Die Fliege exprimiert einen genetisch kodierten Kalziumindikator oder GECI, der in den Dendriten des Pilzkörpers oder MB-Neuronen lokalisiert ist.
Verbinden Sie das Außenzelt mit elektrischen Drähten und positionieren Sie eine Nadel zur Geruchsabgabe in der Nähe der Antenne.
Geben Sie ein Puffertröpfchen auf das exponierte Gehirn, positionieren Sie die Fliege unter einem Mikroskop und verbinden Sie die Nadel mit einem Geruchsabgabesystem.
Stimulieren Sie den GECI und geben Sie einen Geruchsreiz ab.
Der Geruchsstoff bindet an die sensorischen Neuronenrezeptoren der Antenne und erzeugt Aktionspotentiale.
Die Aktionspotentiale breiten sich von den sensorischen Neuronen zu den Projektionsneuronen aus, induzieren die Freisetzung von Neurotransmittern und erleichtern den Kalziumeinstrom und die GECI-Fluoreszenz in den postsynaptischen MB-Neuronen.
Wiederholen Sie den Vorgang mit einem zweiten und dritten Odorant.
Wenden Sie anschließend den ersten Duft mit einem Elektroschock und den zweiten ohne auf.
Geben Sie schließlich die drei Gerüche ohne Stöße ab. Zeichnen Sie die Fluoreszenz auf.
Eine im Vergleich zu den Kontrollen reduzierte Fluoreszenz als Reaktion auf den schockassoziierten Stimulus zeigt eine lerninduzierte synaptische Plastizität.
Für die Visualisierung der GFP-basierten Calciumindikatoren stimmen Sie den Laser eines Multiphotonenmikroskops, das mit einem Infrarotlaser und einem Wasserimmersionsobjektiv ausgestattet ist, das auf einem schwingungsisolierten Tisch installiert ist, auf eine Anregungswellenlänge von 920 Nanometern ab und installieren Sie einen GFP-Bandpassfilter. Scannen Sie mit dem groben Z-Einstellknopf durch die Z-Achse des Gehirns, um die gewünschte Gehirnregion zu lokalisieren.
Verwenden Sie die Funktion "Zuschneiden", um den Scanvorgang nur auf den interessierenden Bereich zu fokussieren, um die Scanzeit zu minimieren, und drehen Sie die Scanansicht so, dass der vordere Teil des Kopfes nach unten zeigt. Passen Sie dann die Bildgröße auf 512 x 512 Pixel an und wählen Sie den zu scannenden Bereich aus, wobei Sie die berechnete Scanzeit für jeden Frame berücksichtigen, um eine Bildrate von mindestens 4 Hertz zu erreichen.

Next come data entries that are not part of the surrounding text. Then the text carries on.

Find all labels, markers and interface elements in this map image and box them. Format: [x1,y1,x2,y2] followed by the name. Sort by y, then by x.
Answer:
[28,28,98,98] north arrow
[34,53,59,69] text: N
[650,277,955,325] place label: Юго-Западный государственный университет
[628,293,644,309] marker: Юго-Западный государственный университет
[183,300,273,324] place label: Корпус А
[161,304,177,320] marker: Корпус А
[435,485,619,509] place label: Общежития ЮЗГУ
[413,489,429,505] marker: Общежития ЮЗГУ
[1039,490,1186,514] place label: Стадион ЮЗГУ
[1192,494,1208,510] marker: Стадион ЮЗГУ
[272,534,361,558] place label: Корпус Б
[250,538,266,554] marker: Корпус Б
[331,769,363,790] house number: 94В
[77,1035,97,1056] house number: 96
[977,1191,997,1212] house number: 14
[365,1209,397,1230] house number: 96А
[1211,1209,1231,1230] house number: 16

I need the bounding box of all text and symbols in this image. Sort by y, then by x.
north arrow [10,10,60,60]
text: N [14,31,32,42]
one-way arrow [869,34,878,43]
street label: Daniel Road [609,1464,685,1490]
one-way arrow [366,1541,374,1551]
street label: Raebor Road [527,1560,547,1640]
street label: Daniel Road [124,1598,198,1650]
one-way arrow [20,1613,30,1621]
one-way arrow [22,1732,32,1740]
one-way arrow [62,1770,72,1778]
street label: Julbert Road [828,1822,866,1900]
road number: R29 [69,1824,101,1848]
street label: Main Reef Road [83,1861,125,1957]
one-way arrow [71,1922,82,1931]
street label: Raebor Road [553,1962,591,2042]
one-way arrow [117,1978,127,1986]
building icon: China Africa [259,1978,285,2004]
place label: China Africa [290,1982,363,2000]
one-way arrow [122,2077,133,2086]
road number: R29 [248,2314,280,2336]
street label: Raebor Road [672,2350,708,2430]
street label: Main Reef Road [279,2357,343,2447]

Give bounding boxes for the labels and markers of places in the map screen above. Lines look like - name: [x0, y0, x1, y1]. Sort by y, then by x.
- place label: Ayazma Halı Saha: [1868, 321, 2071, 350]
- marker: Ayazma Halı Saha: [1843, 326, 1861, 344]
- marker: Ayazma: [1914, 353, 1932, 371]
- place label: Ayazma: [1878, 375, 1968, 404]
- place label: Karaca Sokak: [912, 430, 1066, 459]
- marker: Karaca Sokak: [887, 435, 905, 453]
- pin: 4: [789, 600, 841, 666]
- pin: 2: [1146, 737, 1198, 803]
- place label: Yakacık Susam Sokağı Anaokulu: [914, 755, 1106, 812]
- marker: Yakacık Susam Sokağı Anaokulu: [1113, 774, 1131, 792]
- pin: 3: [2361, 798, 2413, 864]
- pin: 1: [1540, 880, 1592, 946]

Für die störungsinduzierte transiente Visualisierung von Kalzium initiieren Sie ein vorprogrammiertes Makropaket, das in der Lage ist, die Bilderfassungssoftware mit dem Geruchsabgabeprogramm zu verknüpfen, und beginnen Sie die Messung in der Mikroskopsoftware für 6,25 Sekunden, um einen F0-Ausgangswert zu ermitteln.
Geben Sie im Geruchsabgabesystem einen 2,5-sekündigen Geruchsreiz ab, der hier durch das Aufleuchten von LEDs angezeigt wird, die durch das Öffnen und Schließen bestimmter Geruchsbecherventile ausgelöst werden, gefolgt von einer 12,5-sekündigen Aufzeichnung am Ende des Geruchsversatzes. Wiederholen Sie dann die Verabreichung für ein zweites und drittes Odorant auf die gleiche Weise.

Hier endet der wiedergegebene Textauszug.